Nestled on the corner of the County Arcade in the Victoria Quarter district, the footprint that Cubitts now occupies was built in 1898 to the specifications offered by renowned theatre architect Frank Matcham. To this day, the opulent arcade continues to impress visitors with its original pink Sienna marble columns, gilded mosaic ceilings, wrought iron detailing and quaint mahogany shopfronts, each with charming curved-glass facades. Child Studio aspired to celebrate this history, while also introducing “a contemporary interpretation of the arcade’s architectural language”.
Cubitts spectacle shop in Leeds by Child Studio
“New interiors within historic structures often fall into a pastiche or offer a sterile minimalist look that doesn’t attempt to engage with the context,” says Child Studio founders Alexy Kos and Che Huang. “We wanted to take a more subtle approach,” they insist, which resulted in the construction of a “layered narrative” that acknowledges different chapters in the building’s history. “We tried to imagine how the space could have evolved organically over time, fusing the Victorian cabinetry features with the Art Deco interior elements and Modernist references.”
Authentic storytelling and the unwavering pursuit to create something timeless and meaningful is at the core of Child Studio’s design practice. “Tactility and craftsmanship are also incredibly important to us,” explains Alexy and Che. “Balancing heritage and modernity, the Cubitts project aims to provide an intimate and informal destination for this historic neighbourhood. Every detail in this interior is bespoke and based on careful research.”
This eye for detail is exampled by a series of dramatic display cabinets that wrap the perimeter of the store. Echoing the geometry of the original shopfront, the glossy, chocolate brown lacquer finish of the three-metre-high cabinetry contrasts with the off-white textured wallpaper that lines the illuminated display shelves. Front and centre, the custom-made “cash desk” was designed by Alexy and Che to resemble a writing desk; the designers pairing a reflective black glass tabletop with a stainless-steel base and cherry wood storage cabinet as an ode to classic pieces by celebrated furniture designer Robin Day.

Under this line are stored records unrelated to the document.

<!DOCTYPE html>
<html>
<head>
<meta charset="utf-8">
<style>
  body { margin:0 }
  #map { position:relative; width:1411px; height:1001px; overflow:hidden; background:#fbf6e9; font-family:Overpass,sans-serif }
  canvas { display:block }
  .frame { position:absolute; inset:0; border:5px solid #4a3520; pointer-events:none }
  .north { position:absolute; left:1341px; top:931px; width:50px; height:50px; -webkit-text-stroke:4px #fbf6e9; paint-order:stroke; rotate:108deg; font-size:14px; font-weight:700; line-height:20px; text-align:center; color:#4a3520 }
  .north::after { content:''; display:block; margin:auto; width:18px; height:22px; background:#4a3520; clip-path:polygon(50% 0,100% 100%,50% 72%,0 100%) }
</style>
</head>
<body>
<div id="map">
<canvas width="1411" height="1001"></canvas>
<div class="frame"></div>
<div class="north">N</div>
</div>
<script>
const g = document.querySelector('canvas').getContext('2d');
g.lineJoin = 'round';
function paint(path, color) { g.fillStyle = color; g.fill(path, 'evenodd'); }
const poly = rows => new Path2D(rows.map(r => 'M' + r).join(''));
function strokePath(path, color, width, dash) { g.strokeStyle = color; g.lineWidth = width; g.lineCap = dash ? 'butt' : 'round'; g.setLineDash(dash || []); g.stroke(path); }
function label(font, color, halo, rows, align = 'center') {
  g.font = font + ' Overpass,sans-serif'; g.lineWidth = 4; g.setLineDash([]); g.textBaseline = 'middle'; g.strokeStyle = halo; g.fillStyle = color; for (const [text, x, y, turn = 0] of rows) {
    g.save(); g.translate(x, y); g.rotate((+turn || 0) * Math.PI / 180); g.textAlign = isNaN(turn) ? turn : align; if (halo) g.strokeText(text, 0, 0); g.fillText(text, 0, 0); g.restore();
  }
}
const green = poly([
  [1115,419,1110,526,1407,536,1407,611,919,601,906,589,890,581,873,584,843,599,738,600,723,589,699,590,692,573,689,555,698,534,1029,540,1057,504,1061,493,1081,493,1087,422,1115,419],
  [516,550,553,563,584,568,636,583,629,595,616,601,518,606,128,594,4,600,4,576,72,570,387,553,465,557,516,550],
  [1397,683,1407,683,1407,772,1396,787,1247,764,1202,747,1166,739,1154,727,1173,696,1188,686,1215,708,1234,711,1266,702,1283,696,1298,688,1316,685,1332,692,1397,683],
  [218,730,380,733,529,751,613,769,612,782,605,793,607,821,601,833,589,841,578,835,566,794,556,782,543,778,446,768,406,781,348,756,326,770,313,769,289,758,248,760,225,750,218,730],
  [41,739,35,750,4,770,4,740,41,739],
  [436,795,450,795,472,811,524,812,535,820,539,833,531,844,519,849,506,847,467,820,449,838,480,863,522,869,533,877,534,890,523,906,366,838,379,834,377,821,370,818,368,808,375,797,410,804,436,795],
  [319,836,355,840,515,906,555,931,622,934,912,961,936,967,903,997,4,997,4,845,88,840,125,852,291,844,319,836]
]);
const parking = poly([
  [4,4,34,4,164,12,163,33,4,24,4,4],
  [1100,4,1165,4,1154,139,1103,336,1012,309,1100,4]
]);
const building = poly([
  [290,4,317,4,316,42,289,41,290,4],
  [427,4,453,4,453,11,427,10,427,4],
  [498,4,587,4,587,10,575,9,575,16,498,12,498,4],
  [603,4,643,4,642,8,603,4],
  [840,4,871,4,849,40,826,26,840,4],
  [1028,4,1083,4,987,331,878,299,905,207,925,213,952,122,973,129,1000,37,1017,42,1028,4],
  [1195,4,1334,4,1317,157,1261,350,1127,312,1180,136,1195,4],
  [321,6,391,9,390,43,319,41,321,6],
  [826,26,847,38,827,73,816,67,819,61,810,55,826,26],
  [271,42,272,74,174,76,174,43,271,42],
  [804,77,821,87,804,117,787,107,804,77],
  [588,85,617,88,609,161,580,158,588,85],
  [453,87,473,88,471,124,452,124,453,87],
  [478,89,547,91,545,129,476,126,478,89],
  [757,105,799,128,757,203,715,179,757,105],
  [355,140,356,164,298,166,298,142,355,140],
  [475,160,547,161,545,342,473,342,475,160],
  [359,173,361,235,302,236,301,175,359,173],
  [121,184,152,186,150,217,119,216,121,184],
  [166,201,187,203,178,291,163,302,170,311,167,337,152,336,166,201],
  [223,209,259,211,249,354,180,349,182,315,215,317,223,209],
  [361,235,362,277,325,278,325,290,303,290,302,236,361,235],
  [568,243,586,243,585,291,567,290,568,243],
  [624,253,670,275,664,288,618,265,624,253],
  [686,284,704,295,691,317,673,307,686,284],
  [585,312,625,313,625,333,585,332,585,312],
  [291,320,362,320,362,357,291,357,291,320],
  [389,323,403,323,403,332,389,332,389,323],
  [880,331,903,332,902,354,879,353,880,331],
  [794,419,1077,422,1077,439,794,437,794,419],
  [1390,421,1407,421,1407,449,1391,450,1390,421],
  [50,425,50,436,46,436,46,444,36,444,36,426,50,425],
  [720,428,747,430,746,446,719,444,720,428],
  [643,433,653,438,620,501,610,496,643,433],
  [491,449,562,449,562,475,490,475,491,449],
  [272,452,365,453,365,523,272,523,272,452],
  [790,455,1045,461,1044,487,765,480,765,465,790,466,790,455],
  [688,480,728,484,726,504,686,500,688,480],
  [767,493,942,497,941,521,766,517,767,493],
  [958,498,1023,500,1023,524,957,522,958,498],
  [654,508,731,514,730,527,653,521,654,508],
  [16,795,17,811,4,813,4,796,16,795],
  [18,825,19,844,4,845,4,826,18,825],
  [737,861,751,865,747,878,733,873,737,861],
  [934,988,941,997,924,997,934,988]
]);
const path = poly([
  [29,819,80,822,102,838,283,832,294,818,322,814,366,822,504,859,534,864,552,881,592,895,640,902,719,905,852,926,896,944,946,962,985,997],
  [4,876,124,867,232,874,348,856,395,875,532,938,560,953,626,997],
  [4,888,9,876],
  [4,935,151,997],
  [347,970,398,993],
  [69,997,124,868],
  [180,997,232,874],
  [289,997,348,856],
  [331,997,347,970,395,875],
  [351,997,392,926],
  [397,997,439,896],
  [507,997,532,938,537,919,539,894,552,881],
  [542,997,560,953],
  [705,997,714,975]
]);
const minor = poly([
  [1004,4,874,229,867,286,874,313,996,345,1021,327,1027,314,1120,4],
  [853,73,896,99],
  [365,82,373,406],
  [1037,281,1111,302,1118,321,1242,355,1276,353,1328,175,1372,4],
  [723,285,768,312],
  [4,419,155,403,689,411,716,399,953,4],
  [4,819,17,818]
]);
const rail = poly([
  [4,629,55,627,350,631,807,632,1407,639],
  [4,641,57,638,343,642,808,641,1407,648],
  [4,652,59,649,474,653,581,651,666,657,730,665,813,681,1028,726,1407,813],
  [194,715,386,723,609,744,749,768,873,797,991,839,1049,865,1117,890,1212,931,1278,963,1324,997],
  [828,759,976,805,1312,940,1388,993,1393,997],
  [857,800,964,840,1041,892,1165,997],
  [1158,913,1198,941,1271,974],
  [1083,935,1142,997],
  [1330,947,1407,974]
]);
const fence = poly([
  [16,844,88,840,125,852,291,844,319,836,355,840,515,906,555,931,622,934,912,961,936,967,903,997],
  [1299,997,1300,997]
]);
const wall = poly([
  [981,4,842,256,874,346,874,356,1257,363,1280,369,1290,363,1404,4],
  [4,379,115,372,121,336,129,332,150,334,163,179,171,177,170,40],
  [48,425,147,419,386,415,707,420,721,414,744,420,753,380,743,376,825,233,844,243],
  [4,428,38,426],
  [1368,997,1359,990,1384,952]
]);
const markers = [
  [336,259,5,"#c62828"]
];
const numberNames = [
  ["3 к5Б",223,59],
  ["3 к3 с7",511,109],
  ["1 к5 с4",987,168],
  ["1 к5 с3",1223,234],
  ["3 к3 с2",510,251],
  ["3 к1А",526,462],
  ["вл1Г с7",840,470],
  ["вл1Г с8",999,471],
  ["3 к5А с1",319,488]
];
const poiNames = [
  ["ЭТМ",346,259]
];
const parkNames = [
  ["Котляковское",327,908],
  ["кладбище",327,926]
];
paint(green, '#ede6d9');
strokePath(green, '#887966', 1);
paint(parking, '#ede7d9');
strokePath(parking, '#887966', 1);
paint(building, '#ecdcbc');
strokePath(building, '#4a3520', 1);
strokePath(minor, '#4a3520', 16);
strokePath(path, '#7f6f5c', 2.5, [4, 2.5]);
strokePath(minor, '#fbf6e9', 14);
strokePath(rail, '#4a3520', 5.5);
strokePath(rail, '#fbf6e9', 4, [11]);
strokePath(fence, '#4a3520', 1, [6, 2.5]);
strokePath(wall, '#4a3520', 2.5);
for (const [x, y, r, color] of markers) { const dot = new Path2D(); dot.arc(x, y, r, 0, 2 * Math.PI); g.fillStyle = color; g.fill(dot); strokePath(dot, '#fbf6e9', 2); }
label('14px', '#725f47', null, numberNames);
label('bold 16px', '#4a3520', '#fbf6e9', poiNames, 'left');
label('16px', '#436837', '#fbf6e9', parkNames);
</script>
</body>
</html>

Grounding the store is a striking geometric floor pattern, inspired by the nearby faïence floor detailing originally produced by the local Burmantofts Pottery Company. Child Studio employed square-format clay tiles in various shades of terracotta, sand and anthracite to create this effect, mirroring the materiality and colour palette of existing surfaces. Furthermore, the shop signage is equally in keeping with the building’s original intent. Hand-crafted by a local artisan using the traditional verre églomisé technique, the Cubitts name is presented to the thoroughfare in glimmering gold leaf applied to blackened glass.
But beyond the bespoke details of the store’s classically handsome fixtures and fittings, the design studio also sourced a selection of antique furniture pieces to complete the space. These include the ‘Monk’ leather chair by Tobia Scarpa, the ‘Jumo’ table lamp designed by Eileen Gray and the octagonal bakelite clock produced by the British company Genalex in the 1930s, originally intended to keep time in the schools and factories of yesteryear.